Left to right: Bjorn Borg, Pete Sampras, Roger Federer and Rod Laver.

I was one of the first wave feminists in the 60s who demanded equality, burnt their bras (in my case, purely metaphorically, not with my boobs), and yet I really cannot support the equal pay structure at Wimbledon.  View the lack lustre, charmless, grunting and boring Ladies Final with what we saw today. Over four hours of superb tennis and even if I now find The Fed with his silly clothes a bit irritating, there is no denying this man is a supreme champion and thoroughly deserved his win.  Poor Andy Roddick though, I was rooting for him and felt so bad for him at the end.

So that is it for another year.   The papers have said that the UK is only interested in tennis during Wimbledon fortnight, but we might like it a bit more if all the majors and any others that are interesting, were not in the sole ownership of Sky or if the BBC bucked its ideas up a bit and made sure we had a bit more coverage of British tennis as well.  Yes, that might be pretty unexciting to start off with, but would give the players more exposure and might make them try a bit harder. 

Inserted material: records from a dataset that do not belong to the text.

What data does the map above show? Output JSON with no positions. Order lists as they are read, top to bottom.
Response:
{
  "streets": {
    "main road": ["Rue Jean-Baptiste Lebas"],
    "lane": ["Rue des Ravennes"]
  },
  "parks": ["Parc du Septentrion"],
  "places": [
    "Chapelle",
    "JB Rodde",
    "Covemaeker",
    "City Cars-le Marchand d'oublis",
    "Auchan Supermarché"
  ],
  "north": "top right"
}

OK enough, better not start.

AND now for something completely different.  Click on this link and cop a load of this and my thanks to Julie on my reading group for sending this to us all.  Only knowing Dominic West from The Wire (which I have refrained from raving about up to now but will soon) and with an American accent, this is terrific.

I was also going to write about my opera visit last night but it was so STUPENDOUS and wonderful that I am saving it up for tomorrow.

Au reservoir.

04 July 2009

Books to Go

This is the time of summer reading, beach books, the annual proliferation of articles by the great and the good telling us what they will be taking to the beach and this is where the Heavies and the Tabloids are split down the middle with the Guardianistas and Independentanistas trying to have us believe that yes, they really will be sitting down with the Factor 30 and Swann's Way or the latest Salman Rushdie while they dispose themselves on their sun lounger.  Those of us less pretentious and sensible know full well that there is no way we are going to do any serious reading on hols and choose books which are a Good Read.  All the book shops are full of 3 for 2 and tables of books to pack in the suitcase and, while I once used to turn up my youthful sniffy nose at this sort of thing, I don't any more as I have learned that book snobbism is a pretty pathetic thing.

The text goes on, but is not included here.